Texas Man Talks About Going from HP to an Al Qaeda Sting: Prison Dispatches from the War on Terror

Barry Bujol got 20 years in prison after a questionable informant testified against him.

Photo: Pat Sullivan/AP

On June 3, 2010, the FBI announced the arrest of Barry Walter Bujol Jr., a Texas man alleged to have volunteered to join al Qaeda in the Arabian Peninsula (AQAP). Bujol, a 29-year-old African-American convert to Islam, was arrested following an investigation spanning roughly 18 months, in which a confidential informant posing as an AQAP recruiter tried to convince him to join the group, and to courier documents and supplies on its behalf.

Barry-Walter-Bujol

Barry Walter Bujol walks into the federal courthouse in Houston on Tuesday, June 8, 2010.

Photo: Pat Sullivan/AP
Bujol first appeared on the government’s radar in late 2008, after he had exchanged emails with the late Yemeni-American preacher Anwar al Awlaki, inquiring about how he could donate money to militant groups fighting U.S. troops abroad, and for advice about migrating to a Muslim country with his family. The government’s subsequent investigation of Bujol would culminate in his arrest in a 2010 sting operation, in which law enforcement agents apprehended him as he prepared to board a ship he believed to be headed to a meeting in Algeria with AQAP members. Following a brief bench trial in 2011, in which Bujol represented himself, he was convicted of attempted material support charges and sentenced to 15 years in prison, plus an additional five years for possession of a false government identification card.

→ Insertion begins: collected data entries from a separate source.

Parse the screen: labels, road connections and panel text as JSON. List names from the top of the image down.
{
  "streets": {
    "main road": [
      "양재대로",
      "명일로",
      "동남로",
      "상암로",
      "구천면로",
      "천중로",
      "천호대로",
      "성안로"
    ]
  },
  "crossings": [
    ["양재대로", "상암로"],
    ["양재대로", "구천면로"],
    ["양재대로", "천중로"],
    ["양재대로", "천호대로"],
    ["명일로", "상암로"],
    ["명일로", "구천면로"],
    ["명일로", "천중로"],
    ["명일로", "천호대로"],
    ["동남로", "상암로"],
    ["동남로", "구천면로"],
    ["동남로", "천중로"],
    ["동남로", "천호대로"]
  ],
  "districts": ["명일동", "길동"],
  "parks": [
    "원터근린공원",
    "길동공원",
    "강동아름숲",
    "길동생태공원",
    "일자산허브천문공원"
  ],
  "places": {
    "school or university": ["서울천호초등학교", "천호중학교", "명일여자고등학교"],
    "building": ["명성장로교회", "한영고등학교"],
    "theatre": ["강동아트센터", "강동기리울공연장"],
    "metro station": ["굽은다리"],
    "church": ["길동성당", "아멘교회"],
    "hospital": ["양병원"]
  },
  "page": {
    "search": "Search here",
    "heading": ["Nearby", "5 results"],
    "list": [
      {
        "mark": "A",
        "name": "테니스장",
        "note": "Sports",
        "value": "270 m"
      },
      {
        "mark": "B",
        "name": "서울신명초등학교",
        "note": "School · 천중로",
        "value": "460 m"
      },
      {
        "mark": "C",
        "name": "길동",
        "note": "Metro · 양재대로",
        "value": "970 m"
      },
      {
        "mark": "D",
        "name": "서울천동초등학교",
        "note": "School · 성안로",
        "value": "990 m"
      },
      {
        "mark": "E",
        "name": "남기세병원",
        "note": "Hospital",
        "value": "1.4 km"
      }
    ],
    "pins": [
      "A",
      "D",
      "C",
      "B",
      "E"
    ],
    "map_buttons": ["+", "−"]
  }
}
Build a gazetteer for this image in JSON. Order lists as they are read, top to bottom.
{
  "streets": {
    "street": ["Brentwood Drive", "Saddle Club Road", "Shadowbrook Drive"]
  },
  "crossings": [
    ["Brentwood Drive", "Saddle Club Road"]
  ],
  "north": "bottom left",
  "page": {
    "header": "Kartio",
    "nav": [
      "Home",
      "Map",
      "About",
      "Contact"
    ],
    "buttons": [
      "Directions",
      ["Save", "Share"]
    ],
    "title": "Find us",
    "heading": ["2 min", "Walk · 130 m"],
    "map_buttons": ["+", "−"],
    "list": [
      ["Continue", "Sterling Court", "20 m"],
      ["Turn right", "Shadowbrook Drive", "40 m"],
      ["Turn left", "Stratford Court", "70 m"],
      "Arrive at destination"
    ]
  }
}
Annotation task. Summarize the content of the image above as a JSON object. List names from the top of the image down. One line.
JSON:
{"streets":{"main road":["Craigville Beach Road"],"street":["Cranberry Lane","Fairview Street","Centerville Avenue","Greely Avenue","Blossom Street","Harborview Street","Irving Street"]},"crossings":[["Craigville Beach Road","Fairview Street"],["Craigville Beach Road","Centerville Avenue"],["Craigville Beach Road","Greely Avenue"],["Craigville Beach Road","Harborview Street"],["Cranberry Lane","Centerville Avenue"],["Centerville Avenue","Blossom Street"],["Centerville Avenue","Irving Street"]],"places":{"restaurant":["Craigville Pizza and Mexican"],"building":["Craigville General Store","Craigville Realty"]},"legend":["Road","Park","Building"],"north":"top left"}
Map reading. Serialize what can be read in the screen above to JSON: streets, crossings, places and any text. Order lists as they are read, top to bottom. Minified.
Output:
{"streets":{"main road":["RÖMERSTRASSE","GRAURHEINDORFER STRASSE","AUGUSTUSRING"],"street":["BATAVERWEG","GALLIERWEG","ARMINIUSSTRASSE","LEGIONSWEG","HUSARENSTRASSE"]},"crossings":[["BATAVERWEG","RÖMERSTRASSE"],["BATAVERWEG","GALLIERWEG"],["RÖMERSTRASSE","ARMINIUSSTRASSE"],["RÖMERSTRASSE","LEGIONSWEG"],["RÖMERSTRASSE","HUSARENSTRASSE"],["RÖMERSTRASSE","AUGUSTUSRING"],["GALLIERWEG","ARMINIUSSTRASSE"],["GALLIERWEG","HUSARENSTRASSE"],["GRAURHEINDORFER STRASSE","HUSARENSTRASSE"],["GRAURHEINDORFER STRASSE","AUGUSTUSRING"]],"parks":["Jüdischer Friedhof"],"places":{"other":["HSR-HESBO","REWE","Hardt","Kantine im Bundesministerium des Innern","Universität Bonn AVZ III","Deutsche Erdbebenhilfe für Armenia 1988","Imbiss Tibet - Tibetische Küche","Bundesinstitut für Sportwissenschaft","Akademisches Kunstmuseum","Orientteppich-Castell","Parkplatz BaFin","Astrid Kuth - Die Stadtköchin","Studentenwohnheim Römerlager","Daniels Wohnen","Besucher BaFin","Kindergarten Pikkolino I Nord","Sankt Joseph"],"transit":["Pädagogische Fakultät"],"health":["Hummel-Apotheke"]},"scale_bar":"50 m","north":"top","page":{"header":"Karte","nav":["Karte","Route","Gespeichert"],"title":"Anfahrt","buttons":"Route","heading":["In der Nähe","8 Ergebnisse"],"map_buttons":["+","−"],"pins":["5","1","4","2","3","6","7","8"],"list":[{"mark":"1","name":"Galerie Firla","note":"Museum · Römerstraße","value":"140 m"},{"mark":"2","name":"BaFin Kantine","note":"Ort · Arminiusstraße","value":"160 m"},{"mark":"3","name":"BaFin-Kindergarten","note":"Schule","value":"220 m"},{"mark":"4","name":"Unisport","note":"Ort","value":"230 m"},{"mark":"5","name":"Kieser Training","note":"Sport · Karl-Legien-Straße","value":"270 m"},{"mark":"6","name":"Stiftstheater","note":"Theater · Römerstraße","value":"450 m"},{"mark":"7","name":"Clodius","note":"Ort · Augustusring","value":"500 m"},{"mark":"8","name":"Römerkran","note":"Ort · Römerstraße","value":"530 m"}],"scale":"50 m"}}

Following his trial, questions would be raised about the role of an informant during the government’s 18-month investigation, and how much his relationship with Bujol helped put him on a path toward radicalization. As noted in a later Human Rights Watch report on excesses in U.S. terrorism prosecutions, the informant in Bujol’s case provided financial support to his family while he was incarcerated on a traffic warrant, offered him a job, and effectively became a mentor to him, providing religious guidance and Arabic language instruction. This mentorship would later culminate in the informant suggesting to Bujol that he had a duty to travel abroad and defend Muslims suffering the depredations of American foreign policy, advice that would ultimately lead to Bujol’s arrest.

Despite his relationship with the informant, Bujol would deny at trial that he had intended to go abroad to fight with AQAP. Citing previous unsuccessful attempts he had made to leave the country with his family, he would claim instead that he had simply wanted to find a way to leave the United States, “to express my discontent and displeasure with my tax dollars [supporting] foreign policy objectives that I didn’t agree with.”

Bujol is now incarcerated at Oakdale Federal Correctional Institute in Louisiana. Speaking to The Intercept from prison, Bujol offered perspective on his case, as well as some broader reflections about the relationship between religion and foreign policy in driving recruitment for militant organizations:

Tell me a little about your own life background, before your arrest.

I came out of a strict Southern Baptist household, religion was taught to me as something important from a very young age. I was always in Sunday school, and my mother made us memorize Psalms. But as I grew older, I began to question not just the doctrines, but how the actions of people around me didn’t match the Bible. I eventually stopped going to church, but it was more out of a sense of searching as opposed to me having lost all belief.

What led you to convert to Islam, and what were your experiences like afterwards?

I was working at Hewlett-Packard when I met a man there who was Muslim, and I was really impressed with his piety and his sense of faith. I talked to him, and he explained to me some of the tenets of the religion, and eventually I decided that I wanted to convert.

At first I was riding high on the euphoria of my conversion, eager to meet and greet everyone. Yet as time passed, I sort of got into a rut and started to experience some of the cultural and racial barriers that exist among immigrant Muslim communities. Overall though, I met a lot of good people. Down to earth and folksy, but not real knowledgable or able to answer the questions I began to have.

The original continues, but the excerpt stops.